DATA FOR THE TASK below:

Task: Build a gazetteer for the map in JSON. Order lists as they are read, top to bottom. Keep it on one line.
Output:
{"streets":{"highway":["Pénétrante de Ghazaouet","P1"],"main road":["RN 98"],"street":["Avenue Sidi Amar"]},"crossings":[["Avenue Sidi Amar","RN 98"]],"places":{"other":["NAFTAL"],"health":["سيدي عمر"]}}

End of DATA FOR THE TASK.
DATA FOR THE TASK below:

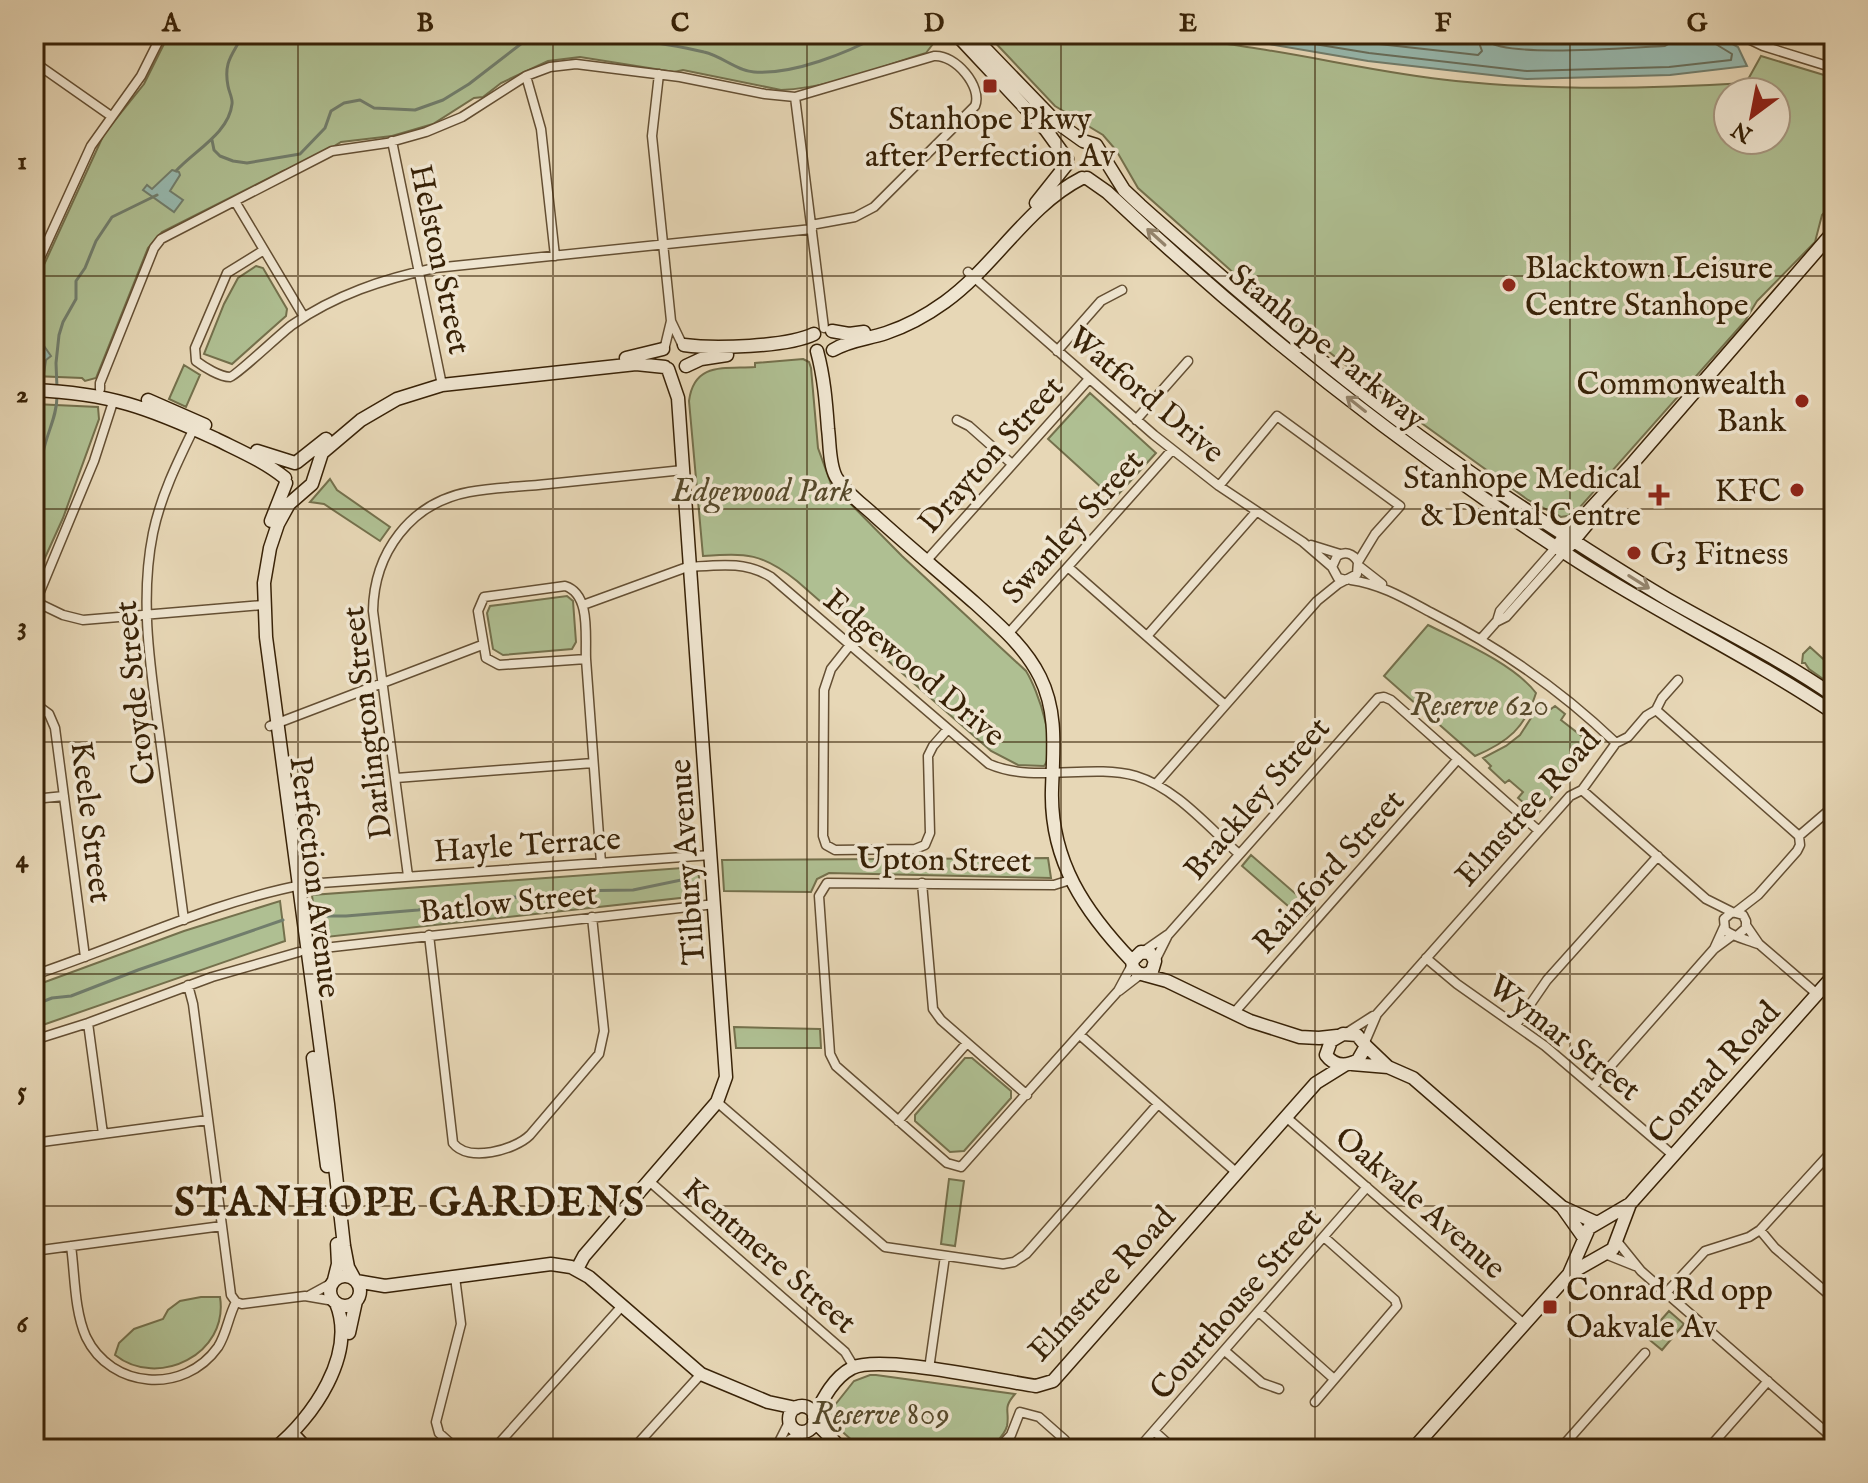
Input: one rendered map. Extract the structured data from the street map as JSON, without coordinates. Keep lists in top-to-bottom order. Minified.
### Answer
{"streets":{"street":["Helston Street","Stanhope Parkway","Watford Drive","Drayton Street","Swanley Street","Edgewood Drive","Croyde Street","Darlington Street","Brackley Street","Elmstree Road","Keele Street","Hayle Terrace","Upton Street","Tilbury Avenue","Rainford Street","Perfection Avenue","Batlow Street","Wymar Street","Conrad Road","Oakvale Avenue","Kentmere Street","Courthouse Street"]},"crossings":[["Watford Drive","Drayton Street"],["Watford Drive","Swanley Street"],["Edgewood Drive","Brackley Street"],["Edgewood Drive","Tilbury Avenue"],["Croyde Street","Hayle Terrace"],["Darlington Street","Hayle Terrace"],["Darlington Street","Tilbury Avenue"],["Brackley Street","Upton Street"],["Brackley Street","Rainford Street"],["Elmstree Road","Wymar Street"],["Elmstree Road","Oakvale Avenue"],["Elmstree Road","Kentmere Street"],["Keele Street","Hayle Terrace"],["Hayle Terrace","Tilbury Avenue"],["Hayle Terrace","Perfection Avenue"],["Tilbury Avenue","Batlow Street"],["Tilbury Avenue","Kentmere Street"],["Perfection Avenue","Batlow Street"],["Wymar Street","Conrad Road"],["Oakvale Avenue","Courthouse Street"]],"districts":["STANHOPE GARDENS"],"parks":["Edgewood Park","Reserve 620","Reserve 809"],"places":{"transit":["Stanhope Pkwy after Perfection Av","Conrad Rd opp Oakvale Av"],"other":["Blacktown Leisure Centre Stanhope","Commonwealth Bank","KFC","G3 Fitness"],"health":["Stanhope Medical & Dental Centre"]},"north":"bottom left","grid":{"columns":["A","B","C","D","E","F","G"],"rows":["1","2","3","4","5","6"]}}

End of DATA FOR THE TASK.
DATA FOR THE TASK below:

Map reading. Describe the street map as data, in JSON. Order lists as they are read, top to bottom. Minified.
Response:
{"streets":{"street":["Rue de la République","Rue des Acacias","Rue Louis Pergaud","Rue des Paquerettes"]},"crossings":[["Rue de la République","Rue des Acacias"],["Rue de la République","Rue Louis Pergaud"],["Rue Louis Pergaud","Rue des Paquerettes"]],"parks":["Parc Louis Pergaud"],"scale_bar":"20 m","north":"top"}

End of DATA FOR THE TASK.

TASK BRIEF:
Reply with nothing except the number of lines in the listing above that include the string "they".

THE ANSWER:
2